John Wiley, 2018, [Equity Investing] Grade 5
Francisco Garcia Parames, born in 1963, and already one of the very few successful investors that both have started a fund from scratch and written a book, and has done this in Europe - not even UK, but Spain. He kindly takes us through his story from the very beginning, which includes a heavy dose of inspiration from the usual US suspects. This book can be read with great benefit both by those with less knowledge and by experts. This is a perfect, easy to read book for the holiday or for a long flight.
The first part of the book is about Parames life before becoming an investor. I think this is very inspirational for beginners, so it’s not to be disregarded. The second part covers the author’s theory of investing and it starts with his use of Austrian economics. This clearly sets him apart from other value investors.

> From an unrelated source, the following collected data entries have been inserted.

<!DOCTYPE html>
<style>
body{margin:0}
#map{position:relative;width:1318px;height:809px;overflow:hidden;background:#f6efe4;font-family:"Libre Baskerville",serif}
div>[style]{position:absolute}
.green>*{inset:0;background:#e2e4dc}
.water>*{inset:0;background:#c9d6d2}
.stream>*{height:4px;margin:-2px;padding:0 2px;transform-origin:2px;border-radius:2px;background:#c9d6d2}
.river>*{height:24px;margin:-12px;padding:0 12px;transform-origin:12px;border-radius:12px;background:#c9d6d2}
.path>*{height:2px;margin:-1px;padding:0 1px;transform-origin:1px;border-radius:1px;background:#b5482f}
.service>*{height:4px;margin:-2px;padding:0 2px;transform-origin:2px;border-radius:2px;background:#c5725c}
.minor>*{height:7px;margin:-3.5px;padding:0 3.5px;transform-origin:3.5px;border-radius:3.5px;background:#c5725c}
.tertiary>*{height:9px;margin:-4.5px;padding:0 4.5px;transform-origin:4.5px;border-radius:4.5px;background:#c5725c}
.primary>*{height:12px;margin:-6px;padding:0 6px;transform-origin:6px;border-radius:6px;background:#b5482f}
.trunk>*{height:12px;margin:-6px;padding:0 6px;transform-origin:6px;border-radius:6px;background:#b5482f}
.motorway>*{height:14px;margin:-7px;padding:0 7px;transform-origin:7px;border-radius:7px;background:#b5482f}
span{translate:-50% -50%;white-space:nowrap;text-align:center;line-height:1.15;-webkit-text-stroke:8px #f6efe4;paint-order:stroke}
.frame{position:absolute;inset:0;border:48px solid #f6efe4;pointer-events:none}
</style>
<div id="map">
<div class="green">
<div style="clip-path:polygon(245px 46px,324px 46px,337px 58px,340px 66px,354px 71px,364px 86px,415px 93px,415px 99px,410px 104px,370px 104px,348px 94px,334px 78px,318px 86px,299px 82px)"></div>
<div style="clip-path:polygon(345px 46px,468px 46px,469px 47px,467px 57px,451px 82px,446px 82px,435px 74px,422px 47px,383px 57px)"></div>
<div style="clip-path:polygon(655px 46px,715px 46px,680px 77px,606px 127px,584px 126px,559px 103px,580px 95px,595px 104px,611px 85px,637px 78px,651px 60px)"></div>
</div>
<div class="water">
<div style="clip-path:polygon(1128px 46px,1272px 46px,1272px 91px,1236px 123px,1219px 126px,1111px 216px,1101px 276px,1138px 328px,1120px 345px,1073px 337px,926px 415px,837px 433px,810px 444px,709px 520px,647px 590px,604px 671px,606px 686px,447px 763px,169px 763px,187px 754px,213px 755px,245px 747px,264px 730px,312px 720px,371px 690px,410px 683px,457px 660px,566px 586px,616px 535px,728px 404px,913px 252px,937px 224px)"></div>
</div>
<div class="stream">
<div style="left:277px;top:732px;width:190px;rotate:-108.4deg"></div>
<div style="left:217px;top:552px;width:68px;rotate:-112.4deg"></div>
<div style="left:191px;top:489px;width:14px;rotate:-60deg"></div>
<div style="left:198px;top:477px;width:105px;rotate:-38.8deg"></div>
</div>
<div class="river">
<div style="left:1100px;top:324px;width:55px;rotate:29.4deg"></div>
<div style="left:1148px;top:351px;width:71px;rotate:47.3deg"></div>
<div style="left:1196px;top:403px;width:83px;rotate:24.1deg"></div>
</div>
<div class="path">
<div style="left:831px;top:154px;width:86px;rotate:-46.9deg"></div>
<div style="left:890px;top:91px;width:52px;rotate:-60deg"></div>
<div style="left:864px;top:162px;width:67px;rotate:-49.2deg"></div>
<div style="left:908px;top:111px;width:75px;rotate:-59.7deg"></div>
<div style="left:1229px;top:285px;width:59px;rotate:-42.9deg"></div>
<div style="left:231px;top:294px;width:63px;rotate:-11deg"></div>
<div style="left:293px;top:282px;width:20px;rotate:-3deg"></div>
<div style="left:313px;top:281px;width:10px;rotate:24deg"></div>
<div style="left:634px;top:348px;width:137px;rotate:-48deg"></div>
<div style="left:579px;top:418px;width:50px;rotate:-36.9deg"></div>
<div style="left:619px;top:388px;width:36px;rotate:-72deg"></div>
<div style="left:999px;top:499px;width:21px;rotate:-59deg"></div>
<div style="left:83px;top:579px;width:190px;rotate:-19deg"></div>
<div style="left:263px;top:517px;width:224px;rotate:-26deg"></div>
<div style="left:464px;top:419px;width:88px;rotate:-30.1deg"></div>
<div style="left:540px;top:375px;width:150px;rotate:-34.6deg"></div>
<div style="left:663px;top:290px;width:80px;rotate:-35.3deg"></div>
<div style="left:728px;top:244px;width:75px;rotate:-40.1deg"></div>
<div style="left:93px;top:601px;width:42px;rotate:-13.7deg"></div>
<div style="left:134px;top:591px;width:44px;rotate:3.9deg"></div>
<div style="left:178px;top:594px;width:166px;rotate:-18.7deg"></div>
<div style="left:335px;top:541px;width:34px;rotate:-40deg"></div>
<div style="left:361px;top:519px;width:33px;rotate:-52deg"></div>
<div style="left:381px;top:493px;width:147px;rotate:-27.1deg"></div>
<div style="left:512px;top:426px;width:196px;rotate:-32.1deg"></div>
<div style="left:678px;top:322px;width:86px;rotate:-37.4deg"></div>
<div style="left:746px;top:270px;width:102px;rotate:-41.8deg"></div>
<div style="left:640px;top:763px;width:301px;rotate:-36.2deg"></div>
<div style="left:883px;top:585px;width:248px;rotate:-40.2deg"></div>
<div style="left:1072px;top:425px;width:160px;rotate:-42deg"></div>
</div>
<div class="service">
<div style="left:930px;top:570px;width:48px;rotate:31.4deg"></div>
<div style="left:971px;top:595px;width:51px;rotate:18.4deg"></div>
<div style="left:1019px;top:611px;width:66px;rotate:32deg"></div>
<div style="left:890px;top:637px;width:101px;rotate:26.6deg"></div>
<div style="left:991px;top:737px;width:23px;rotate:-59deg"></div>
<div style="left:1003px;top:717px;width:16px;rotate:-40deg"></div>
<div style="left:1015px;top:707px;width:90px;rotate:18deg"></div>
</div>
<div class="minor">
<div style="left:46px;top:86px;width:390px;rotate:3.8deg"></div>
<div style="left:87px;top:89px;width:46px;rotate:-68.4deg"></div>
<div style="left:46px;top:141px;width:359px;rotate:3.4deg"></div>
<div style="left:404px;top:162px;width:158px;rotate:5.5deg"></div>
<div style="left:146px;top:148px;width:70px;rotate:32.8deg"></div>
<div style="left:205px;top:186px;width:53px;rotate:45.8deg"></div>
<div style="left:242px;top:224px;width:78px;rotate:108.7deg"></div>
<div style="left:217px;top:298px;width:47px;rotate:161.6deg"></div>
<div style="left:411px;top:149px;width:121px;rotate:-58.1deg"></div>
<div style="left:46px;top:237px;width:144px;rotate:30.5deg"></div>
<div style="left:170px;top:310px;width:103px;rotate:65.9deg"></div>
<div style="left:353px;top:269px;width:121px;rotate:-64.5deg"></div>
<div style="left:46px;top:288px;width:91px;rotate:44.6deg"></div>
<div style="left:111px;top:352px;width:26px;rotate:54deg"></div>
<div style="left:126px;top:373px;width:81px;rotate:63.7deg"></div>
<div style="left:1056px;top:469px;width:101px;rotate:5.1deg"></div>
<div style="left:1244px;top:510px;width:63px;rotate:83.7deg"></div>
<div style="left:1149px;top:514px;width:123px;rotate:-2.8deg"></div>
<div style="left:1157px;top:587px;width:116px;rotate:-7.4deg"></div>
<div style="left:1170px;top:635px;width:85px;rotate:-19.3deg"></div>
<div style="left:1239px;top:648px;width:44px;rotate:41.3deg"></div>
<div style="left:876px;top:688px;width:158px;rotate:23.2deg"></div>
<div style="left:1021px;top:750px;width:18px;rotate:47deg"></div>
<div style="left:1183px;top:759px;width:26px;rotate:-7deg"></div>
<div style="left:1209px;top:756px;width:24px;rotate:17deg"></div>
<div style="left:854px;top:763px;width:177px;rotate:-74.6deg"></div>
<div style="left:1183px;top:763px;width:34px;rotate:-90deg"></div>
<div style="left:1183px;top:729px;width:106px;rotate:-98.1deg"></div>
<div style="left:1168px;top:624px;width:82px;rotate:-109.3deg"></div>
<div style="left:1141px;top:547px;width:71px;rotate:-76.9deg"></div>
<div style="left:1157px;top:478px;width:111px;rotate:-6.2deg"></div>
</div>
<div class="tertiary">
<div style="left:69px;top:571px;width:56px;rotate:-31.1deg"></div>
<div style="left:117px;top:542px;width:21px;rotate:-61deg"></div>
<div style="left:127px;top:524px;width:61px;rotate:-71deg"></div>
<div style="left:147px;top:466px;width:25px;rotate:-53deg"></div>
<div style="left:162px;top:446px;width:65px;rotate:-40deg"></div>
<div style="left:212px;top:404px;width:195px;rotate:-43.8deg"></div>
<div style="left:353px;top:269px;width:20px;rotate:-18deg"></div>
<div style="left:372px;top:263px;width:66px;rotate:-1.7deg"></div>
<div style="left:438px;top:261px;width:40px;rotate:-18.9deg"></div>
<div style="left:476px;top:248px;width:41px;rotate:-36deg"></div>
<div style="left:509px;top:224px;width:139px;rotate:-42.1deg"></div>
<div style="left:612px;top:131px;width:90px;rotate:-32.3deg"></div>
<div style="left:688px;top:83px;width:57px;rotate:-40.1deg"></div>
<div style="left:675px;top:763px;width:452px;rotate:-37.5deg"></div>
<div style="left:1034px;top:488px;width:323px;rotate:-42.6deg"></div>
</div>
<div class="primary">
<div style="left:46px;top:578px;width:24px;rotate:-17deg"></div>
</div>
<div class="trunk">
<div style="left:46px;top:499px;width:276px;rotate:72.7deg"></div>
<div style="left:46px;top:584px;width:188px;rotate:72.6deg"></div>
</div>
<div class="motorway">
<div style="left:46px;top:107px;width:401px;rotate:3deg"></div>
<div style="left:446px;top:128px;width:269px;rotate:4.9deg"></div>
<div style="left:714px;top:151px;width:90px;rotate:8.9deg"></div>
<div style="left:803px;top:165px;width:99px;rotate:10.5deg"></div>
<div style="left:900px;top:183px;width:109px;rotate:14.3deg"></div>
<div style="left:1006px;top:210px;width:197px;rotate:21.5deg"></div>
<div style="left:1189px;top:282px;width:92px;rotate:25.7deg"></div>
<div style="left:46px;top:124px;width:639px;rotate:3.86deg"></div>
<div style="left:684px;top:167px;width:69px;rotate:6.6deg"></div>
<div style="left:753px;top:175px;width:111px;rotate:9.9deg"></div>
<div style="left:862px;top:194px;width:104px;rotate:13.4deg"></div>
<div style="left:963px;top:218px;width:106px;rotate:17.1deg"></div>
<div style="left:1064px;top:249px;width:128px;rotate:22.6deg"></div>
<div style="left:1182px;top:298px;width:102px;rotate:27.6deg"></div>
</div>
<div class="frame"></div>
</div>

Obviously this has increased my interest in the topic and the author graciously recommends key books on the subject. Then comes two chapters that discusses the merits of investing in stocks over the long term. I found these less interesting, but very well written and wells suited for the beginner.

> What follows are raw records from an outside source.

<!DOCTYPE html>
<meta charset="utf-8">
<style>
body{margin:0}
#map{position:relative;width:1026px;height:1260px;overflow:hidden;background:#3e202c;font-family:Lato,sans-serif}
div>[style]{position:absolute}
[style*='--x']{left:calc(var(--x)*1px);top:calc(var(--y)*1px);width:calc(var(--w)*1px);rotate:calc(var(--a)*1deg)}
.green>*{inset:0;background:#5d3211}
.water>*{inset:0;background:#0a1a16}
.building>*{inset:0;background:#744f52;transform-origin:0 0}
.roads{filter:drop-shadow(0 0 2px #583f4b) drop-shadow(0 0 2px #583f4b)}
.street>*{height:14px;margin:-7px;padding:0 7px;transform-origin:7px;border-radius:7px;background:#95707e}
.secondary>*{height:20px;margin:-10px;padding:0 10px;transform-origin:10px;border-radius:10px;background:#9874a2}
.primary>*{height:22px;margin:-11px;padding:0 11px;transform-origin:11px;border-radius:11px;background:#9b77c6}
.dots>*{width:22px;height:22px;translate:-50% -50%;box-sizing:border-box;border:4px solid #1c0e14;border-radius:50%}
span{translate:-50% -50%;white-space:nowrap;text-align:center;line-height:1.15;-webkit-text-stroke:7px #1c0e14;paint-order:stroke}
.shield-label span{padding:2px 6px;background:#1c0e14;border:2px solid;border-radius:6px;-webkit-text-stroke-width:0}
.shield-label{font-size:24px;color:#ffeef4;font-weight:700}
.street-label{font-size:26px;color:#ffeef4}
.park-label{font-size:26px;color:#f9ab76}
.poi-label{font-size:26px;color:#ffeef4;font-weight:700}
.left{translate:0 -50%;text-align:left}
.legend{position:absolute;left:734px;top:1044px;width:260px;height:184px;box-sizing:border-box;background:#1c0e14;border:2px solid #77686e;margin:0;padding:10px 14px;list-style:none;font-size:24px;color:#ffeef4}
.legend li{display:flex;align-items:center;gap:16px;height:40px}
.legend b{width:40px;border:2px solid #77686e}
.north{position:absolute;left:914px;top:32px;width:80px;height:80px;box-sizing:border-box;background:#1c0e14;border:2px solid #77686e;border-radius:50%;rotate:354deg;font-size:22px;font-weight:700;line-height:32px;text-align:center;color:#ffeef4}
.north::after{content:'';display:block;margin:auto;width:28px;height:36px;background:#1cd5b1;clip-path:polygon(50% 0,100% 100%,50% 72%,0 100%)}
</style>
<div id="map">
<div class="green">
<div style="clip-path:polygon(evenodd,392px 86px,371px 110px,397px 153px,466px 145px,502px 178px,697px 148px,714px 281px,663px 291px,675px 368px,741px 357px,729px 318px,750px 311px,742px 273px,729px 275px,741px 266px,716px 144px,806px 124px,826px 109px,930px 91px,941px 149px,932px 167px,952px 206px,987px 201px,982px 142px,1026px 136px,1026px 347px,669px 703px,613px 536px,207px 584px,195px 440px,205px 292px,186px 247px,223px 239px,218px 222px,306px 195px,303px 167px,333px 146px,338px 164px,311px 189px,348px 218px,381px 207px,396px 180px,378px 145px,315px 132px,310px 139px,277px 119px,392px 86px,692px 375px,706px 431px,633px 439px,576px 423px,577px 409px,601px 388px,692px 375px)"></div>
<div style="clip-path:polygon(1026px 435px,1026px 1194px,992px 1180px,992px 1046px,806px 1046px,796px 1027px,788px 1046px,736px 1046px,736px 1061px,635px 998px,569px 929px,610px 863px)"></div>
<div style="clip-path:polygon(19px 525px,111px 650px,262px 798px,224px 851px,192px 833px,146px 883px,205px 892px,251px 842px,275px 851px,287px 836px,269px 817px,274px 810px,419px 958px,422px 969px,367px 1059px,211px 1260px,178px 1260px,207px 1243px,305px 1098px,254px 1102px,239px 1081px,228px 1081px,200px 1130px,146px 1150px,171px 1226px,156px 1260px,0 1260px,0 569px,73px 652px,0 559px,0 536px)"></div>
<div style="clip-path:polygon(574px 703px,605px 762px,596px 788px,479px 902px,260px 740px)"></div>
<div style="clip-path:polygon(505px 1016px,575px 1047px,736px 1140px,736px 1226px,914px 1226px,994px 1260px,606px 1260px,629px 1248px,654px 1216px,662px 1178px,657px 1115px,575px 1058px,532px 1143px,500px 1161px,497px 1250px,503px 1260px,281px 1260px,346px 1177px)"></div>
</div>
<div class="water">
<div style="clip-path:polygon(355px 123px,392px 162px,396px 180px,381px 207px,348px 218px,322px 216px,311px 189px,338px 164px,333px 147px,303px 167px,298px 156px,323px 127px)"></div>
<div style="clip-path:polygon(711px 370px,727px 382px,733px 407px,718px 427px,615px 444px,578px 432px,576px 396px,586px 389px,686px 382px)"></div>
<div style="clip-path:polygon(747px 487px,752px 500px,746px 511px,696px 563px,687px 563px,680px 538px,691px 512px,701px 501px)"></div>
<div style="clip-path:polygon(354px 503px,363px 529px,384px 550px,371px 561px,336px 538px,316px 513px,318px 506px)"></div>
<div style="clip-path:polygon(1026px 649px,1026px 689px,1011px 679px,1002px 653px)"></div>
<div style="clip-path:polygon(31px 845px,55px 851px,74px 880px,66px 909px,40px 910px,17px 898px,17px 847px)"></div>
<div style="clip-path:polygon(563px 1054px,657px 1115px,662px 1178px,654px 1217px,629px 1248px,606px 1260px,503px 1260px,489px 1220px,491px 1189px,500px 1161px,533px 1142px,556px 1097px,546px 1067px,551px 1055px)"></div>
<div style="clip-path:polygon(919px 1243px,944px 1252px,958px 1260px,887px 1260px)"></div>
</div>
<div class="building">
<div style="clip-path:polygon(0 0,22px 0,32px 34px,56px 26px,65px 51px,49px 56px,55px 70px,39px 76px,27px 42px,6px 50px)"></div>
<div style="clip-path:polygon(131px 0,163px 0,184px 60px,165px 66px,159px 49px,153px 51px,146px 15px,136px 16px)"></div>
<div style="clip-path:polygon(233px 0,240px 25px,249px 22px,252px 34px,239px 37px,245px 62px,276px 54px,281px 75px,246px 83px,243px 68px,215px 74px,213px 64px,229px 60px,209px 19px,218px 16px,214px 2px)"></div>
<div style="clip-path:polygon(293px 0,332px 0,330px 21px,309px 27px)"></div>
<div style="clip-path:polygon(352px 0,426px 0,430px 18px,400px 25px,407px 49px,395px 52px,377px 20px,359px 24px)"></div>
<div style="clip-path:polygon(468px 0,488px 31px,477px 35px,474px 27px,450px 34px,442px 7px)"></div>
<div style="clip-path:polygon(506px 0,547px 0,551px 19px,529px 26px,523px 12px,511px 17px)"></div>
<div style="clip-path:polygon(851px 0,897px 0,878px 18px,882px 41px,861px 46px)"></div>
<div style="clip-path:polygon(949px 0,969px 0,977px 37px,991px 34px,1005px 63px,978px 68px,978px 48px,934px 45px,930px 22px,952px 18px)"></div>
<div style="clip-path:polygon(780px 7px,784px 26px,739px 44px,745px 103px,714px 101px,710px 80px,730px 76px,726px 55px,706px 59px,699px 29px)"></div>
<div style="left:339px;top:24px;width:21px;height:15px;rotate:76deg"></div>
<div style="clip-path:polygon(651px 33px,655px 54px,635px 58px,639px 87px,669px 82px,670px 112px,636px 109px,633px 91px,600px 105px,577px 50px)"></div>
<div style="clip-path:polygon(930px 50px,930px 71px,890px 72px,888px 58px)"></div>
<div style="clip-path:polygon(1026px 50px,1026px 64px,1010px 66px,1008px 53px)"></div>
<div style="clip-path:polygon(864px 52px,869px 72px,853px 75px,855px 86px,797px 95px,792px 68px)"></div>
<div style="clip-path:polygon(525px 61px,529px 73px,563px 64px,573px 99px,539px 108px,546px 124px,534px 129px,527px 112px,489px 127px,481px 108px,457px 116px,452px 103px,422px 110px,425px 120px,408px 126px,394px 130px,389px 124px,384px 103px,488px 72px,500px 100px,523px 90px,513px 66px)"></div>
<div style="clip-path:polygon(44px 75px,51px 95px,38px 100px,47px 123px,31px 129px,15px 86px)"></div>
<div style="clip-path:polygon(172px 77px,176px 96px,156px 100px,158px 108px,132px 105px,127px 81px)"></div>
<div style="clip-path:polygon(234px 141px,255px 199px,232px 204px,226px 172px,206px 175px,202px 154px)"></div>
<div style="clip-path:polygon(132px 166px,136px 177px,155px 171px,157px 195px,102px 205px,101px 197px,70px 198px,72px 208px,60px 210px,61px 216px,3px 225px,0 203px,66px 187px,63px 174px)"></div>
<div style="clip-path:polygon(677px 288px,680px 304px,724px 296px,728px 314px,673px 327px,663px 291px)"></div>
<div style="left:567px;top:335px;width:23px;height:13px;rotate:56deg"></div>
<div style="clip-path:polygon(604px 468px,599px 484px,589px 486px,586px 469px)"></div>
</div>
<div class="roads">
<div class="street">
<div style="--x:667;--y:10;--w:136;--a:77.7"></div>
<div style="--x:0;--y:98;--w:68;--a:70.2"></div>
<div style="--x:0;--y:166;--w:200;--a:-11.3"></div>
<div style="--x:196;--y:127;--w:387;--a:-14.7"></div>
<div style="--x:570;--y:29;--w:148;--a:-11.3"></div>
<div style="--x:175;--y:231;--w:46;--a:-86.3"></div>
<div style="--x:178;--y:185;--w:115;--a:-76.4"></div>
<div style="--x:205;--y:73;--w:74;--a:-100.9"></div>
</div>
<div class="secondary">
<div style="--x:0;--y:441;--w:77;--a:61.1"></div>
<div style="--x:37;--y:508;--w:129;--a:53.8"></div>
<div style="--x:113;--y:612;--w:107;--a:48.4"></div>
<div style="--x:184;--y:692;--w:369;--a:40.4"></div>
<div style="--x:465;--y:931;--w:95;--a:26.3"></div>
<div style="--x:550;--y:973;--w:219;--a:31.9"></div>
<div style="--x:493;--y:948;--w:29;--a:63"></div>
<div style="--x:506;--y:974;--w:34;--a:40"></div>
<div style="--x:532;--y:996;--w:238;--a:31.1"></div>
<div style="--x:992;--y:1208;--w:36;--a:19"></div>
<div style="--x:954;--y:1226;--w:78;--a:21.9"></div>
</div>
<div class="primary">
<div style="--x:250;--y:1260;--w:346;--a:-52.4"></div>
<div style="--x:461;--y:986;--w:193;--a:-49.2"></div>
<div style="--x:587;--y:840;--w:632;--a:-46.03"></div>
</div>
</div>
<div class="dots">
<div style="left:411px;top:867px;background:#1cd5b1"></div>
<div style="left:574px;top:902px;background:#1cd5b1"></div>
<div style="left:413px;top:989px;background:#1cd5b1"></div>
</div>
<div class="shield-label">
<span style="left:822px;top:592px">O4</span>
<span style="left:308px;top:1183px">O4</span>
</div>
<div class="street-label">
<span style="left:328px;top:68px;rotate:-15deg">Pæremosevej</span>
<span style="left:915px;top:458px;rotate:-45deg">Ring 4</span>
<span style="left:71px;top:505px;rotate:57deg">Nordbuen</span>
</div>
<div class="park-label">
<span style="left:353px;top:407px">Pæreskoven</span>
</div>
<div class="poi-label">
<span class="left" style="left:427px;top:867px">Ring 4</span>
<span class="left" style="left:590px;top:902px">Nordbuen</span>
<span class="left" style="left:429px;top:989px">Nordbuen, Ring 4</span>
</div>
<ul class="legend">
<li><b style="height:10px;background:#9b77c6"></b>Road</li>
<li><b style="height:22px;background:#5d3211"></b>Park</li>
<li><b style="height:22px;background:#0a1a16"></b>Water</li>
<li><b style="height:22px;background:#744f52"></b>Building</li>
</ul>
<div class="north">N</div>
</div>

Subsequently follow chapters 7-8, which I found the most interesting, since they are all about how to make money in stocks. Parames recommends 9 ways to find the winners, of which I will discuss 3. i) Opportunities in cyclical companies. Parames is by heart a value investor, and stresses the value of patience and long-term thinking. He thinks cyclical companies are the easiest and least risky way to find opportunities. Cycles always turn around. He stresses that the key here is not to try to predict the inflection points and to keep buying thru the fall. It is also vital that the company has little debt and a market leading position. ii) Long term projects. Investors in general lack patience, leading to incorrect prices and investment opportunities. Patience is an investor’s biggest asset, not intelligence. He writes “its surprising how schizophrenic investors are, disliking investments that hurt short term results, but increase value in 2-3 years.” iii) Free lunches. These appear when a stable business, which justifies its share price, comes into a possession of an asset, an overlooked early stage project that is not priced by the market.
Valuation is the author’s last step in the selection of stocks. The work here focuses on calculating a normalized earnings number and putting a relevant multiple on it - on average 15x. Once Parames has done that, he invests in those with the largest discount to current the market price. He then addresses the question when the market will realize that the stock is too cheap. It can take time, but he gives the example that even if it takes 10 years to get to his target price (which are 50% higher than current price) he will get a 4% return, which he thinks is the worst-case scenario. He works actively with portfolio rebalancing, selling winners and buying losers, keeping the weights unchanged. He doesn’t like catalysts but concludes that some factors can speed up the revaluation process, like new managers or economic cycle, currency rates etc. that change for the better. He stresses once again that patience is key for success and that you need a lot of it.
The final chapter of the book is about the irrational investor lurking within us all. It’s a great summary of behavioral finance. He addresses the problems of extrapolation, herd mentality and the risk of drifting away from a sound strategy. His recommendation is to be aware of the biases and implement a somewhat automatic investment process. He further highlights the problem with information overload and the negative slant on all information we receive, making it more difficult to hold on to one’s convictions as it distorts reality. The book ends with some true gems. Firstly, a list of 26 small ideas and a guiding principle. Secondly, one of the best readings lists I’ve seen in a book, with a lot of inspiration for everyone. This is a perfect finish for a book from an investor that is reading all the time, and still evolves his investment style like a true master.